A CD reissue of Gil Evan's 1973 Atlantic album, "Svengali." "This is one of Gil Evans's finest recordings of the 1970s." (Scott Yanow, All Music Guide)
JazzTimes - 6/99, p.111
"...SVENGALI has a good deal of music on the leading edge....Unlike the evil manipulator of fiction, Evans was a benevolent genius who did not need hypnosis to induce his subjects to make beautiful music....some of the most unusual writing of his last two decades."
Recorded at Trinity Church and Philharmonic Hall, New York, New York in 1973.
Personnel: Gil Evans (piano, electric piano); Ted Dunbar (guitar); Trevor Koehler (flute, soprano saxophone, baritone saxophone); Billy Harper (flute, tenor saxophone); David Sanborn (alto saxophone); Howard Johnson (baritone saxophone, flugelhorn, tuba); Marvin "Hannibal" Peterson , Richard Williams, Tex Allen (trumpet); Sharon Freeman, Peter Levin (French horn); Joseph Daley (trombone, tuba); David Horowitz (synthesizer); Herb Bushler (bass guitar); Bruce Ditmas (drums); Susan Evans (percussion).
Arranger: Gil Evans.
Rescued from obscurity and the collectors' shops, the once-rare 1973 SVENGALI (Gil Evans' name scrambled) is back in print. Gil Evans emerged toward the end of the big band era as a composer and arranger, and collaborated with Miles Davis for several albums in the early 1960s (QUIET NIGHTS, SKETCHES OF SPAIN). Like Miles, Evans did not stand still musically and borrowed from jazz's outer limits as well as the progressive/experimental rock and electronic music of the late '60s/early '70s.
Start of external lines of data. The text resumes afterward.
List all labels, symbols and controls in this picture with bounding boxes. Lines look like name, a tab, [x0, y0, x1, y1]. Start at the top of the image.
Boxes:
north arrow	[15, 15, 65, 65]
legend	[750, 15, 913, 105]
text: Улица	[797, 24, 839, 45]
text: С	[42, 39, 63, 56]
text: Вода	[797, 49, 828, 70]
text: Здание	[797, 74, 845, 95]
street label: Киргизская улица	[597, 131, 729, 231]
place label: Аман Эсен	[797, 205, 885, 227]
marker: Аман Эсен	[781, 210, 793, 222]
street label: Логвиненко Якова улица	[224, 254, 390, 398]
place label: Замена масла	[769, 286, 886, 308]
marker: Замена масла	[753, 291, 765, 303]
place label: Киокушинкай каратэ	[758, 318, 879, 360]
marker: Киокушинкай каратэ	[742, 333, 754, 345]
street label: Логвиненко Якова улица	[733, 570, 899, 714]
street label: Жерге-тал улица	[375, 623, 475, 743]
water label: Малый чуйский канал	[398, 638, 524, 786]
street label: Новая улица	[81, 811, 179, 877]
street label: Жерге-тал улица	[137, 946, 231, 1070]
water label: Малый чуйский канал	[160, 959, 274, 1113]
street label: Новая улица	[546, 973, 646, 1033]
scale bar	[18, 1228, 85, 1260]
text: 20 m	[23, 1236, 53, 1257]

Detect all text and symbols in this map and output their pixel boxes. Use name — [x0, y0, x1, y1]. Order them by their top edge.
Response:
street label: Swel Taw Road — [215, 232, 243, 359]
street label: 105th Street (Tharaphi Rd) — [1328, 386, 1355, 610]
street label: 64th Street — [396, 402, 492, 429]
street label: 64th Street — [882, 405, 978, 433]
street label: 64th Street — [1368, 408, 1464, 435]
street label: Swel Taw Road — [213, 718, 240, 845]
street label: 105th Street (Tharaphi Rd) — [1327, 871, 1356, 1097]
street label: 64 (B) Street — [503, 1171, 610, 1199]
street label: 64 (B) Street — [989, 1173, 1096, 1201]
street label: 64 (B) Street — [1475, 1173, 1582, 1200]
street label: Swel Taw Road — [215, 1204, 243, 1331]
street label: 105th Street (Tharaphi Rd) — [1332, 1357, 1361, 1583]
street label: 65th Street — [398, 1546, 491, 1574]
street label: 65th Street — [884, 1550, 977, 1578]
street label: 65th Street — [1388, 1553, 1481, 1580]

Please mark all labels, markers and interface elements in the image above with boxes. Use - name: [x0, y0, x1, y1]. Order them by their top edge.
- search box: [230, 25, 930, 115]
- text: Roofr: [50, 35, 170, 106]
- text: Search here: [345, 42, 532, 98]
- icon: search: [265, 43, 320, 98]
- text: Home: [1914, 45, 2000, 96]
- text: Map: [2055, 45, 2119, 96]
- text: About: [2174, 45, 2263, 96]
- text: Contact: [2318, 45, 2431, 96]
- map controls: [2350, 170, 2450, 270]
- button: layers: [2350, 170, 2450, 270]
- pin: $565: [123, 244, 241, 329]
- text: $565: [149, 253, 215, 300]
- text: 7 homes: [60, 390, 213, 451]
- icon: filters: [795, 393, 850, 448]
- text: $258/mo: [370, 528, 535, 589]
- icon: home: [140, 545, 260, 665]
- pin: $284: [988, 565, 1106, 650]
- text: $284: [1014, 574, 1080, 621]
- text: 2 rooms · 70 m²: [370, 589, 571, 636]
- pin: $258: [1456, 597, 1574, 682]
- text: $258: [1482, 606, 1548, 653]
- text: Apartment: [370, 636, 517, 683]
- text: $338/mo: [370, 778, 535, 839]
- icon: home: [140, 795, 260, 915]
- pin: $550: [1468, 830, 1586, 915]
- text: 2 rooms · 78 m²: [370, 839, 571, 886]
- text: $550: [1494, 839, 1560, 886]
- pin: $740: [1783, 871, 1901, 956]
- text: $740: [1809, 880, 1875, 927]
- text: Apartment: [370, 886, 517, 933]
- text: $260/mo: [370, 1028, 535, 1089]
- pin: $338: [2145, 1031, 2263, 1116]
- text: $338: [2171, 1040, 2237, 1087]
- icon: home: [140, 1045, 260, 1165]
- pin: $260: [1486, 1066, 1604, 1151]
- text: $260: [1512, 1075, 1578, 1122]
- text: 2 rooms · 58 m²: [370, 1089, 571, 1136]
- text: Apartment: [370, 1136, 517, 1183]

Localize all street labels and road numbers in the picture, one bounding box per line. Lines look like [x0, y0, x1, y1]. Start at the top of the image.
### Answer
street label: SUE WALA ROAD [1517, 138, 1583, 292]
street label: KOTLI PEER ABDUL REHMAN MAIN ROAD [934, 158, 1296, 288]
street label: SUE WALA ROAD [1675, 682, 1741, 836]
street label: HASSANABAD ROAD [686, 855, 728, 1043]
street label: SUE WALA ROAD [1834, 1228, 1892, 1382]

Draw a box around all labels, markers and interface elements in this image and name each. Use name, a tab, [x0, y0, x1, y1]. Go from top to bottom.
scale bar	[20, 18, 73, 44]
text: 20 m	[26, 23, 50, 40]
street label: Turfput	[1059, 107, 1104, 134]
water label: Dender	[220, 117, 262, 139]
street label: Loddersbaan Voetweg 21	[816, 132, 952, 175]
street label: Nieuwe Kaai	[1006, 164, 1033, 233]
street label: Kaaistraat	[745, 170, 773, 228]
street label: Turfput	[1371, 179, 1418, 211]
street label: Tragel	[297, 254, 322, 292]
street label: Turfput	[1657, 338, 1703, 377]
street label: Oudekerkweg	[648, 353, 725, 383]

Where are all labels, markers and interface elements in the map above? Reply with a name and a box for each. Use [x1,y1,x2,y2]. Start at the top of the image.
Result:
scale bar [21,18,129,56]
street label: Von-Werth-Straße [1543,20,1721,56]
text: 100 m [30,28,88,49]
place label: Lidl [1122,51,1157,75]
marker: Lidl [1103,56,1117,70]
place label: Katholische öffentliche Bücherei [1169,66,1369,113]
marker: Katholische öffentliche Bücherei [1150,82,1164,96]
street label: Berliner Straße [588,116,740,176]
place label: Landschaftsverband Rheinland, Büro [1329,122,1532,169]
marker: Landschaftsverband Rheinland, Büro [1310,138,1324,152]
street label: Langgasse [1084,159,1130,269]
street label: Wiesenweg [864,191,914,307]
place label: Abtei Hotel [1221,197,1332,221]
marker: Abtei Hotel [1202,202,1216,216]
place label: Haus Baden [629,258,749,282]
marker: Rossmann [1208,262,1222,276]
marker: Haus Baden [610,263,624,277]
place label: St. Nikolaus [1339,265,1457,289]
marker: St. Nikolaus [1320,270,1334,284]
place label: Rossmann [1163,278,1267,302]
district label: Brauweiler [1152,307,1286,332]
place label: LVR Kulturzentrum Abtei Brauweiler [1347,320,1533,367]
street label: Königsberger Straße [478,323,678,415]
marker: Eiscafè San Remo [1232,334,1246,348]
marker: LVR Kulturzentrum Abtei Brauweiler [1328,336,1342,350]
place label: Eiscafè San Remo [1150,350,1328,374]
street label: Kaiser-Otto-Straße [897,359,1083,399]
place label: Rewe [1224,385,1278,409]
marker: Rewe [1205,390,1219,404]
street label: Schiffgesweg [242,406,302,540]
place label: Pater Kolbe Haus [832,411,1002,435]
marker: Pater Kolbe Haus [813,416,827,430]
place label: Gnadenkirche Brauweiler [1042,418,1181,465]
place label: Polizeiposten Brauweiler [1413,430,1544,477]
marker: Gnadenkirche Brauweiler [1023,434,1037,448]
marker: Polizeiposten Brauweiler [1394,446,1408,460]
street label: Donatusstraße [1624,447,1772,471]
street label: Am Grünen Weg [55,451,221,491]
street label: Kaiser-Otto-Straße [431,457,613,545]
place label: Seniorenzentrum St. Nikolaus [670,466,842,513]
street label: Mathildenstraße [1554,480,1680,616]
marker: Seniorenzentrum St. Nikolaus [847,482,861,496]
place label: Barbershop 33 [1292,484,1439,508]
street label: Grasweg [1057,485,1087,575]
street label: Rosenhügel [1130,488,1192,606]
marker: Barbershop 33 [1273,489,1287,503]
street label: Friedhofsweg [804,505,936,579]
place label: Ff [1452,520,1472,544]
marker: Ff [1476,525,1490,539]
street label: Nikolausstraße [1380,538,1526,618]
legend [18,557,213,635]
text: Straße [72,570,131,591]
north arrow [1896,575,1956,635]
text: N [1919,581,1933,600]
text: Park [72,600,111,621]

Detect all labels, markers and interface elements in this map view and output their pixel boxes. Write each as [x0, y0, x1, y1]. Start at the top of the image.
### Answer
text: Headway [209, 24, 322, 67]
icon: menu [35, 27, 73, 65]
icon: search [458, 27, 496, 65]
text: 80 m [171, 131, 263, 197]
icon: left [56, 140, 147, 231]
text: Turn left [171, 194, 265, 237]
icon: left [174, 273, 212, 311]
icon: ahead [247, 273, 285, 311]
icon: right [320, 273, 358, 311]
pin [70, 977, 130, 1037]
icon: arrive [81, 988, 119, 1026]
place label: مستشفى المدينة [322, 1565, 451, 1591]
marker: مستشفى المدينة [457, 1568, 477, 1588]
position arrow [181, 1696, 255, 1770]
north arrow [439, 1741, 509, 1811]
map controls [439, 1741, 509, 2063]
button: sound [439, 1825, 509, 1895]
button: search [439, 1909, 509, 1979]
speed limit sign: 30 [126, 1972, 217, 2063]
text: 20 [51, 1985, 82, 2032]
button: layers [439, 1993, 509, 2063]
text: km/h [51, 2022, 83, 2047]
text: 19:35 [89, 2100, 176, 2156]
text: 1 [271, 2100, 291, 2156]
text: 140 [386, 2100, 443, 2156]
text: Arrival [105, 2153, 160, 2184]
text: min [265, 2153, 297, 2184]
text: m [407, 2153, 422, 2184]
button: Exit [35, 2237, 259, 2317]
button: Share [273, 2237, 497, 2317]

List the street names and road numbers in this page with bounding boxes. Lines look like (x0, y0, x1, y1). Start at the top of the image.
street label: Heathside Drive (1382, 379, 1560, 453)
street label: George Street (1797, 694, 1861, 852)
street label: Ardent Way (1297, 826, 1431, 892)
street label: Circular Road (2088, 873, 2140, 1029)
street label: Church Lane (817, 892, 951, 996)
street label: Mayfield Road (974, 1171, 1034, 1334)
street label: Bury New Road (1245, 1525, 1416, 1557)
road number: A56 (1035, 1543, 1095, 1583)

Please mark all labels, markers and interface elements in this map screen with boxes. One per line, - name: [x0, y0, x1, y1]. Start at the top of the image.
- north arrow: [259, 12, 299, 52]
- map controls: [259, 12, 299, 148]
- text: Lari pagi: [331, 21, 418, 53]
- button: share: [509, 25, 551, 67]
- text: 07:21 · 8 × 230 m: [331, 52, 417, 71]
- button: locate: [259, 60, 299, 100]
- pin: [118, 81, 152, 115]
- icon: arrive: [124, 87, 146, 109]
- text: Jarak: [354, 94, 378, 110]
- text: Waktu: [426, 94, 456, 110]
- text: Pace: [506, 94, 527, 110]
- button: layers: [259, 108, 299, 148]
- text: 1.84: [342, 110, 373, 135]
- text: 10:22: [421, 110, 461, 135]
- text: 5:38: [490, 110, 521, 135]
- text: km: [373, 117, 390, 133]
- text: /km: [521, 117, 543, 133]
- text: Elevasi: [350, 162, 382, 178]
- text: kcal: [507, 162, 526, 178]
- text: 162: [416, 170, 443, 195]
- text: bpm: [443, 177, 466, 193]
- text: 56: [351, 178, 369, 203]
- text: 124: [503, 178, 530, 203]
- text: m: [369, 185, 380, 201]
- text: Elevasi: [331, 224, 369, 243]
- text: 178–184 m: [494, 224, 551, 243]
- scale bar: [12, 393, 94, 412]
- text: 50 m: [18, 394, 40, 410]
The results sometimes sound like Frank Zappa (circa 1968-71) jamming with the Duke Ellington Orchestra on Mars in the year 2010: swinging, yet daring, electric, searing and probing. The Evans band featured players who would go on to be leaders in their own right: David Sanborn, Billy Harper (who contributes two tunes) and Hannibal Marvin Peterson. This is an important album in the history of both big band jazz and fusion.